## EXERCISE
Once the pictures are set aside, transcribe the remaining data exactly.

## DATA PROVIDED
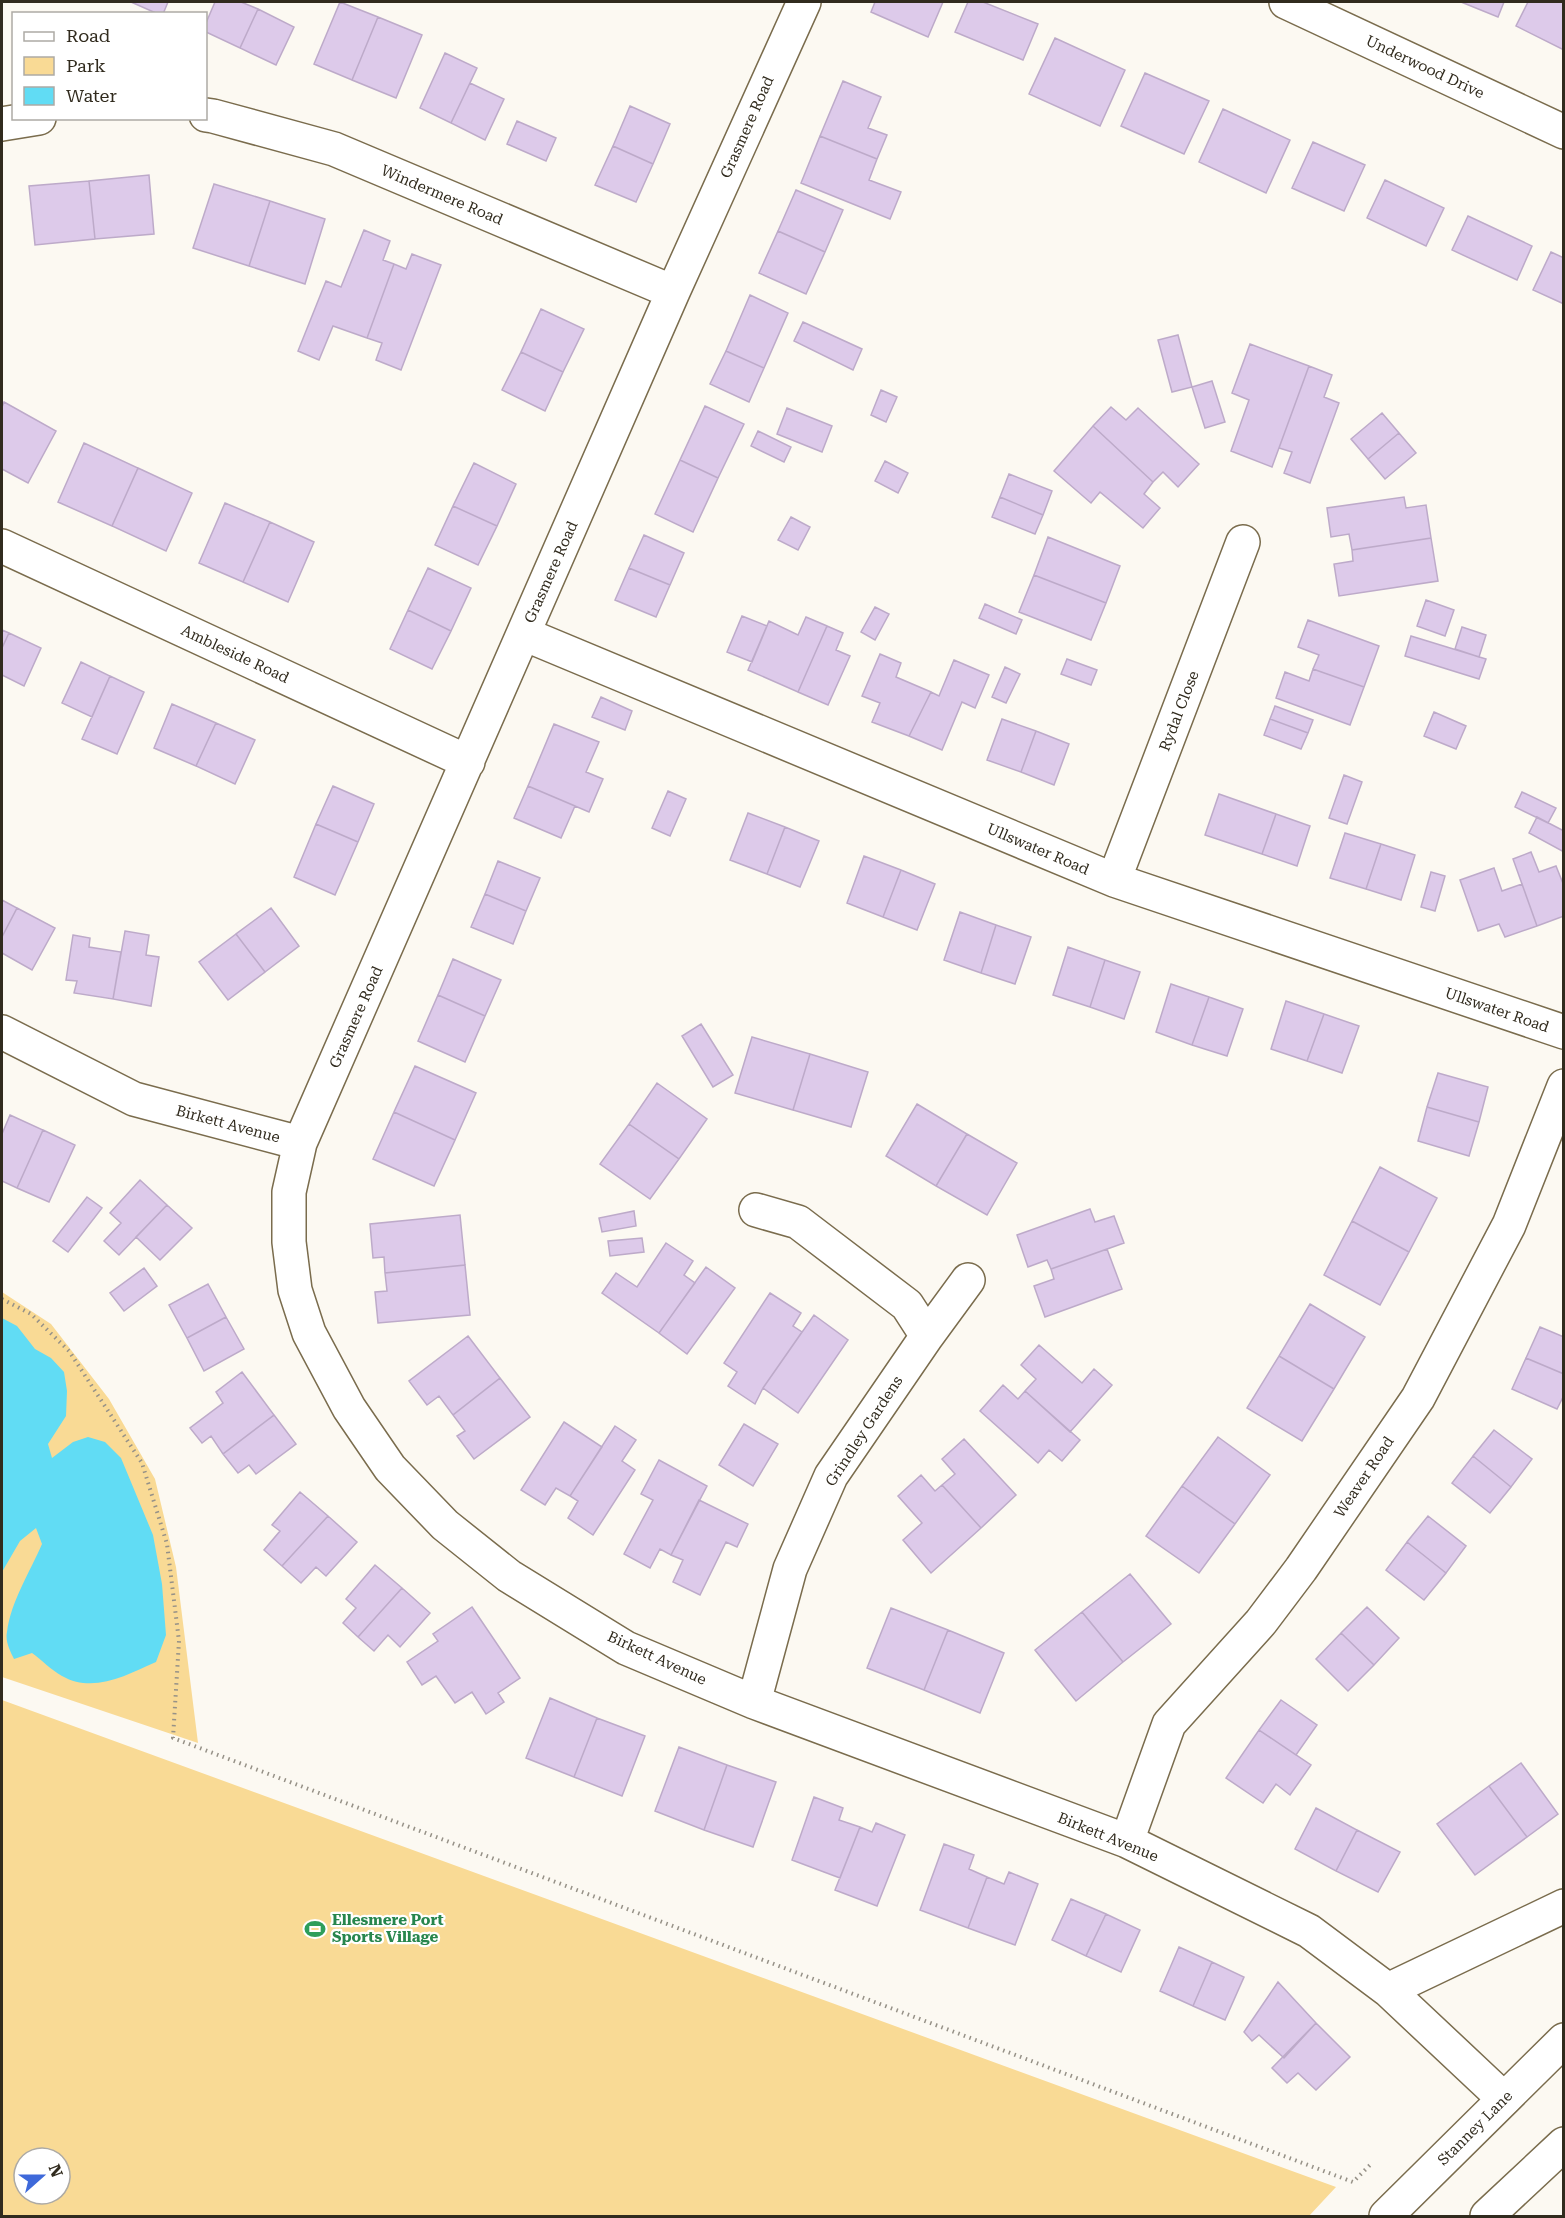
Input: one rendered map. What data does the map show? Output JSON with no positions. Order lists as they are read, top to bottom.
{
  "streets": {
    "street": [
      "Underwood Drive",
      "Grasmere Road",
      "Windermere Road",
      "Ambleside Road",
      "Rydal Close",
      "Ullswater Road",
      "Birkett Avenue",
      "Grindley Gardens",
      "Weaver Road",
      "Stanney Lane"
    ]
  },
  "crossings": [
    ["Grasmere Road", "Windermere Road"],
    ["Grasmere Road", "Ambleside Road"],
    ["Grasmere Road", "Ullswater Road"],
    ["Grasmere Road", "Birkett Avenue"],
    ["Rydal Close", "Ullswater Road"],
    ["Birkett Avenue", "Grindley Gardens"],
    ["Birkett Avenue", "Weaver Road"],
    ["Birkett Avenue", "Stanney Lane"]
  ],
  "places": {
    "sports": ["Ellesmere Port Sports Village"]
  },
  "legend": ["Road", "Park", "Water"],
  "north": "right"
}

## WRITTEN RESPONSE
Input: one rendered map. What data does the map show? Output JSON with no positions. Order lists as they are read, top to bottom.
{
  "streets": {
    "street": [
      "Underwood Drive",
      "Grasmere Road",
      "Windermere Road",
      "Ambleside Road",
      "Rydal Close",
      "Ullswater Road",
      "Birkett Avenue",
      "Grindley Gardens",
      "Weaver Road",
      "Stanney Lane"
    ]
  },
  "crossings": [
    ["Grasmere Road", "Windermere Road"],
    ["Grasmere Road", "Ambleside Road"],
    ["Grasmere Road", "Ullswater Road"],
    ["Grasmere Road", "Birkett Avenue"],
    ["Rydal Close", "Ullswater Road"],
    ["Birkett Avenue", "Grindley Gardens"],
    ["Birkett Avenue", "Weaver Road"],
    ["Birkett Avenue", "Stanney Lane"]
  ],
  "places": {
    "sports": ["Ellesmere Port Sports Village"]
  },
  "legend": ["Road", "Park", "Water"],
  "north": "right"
}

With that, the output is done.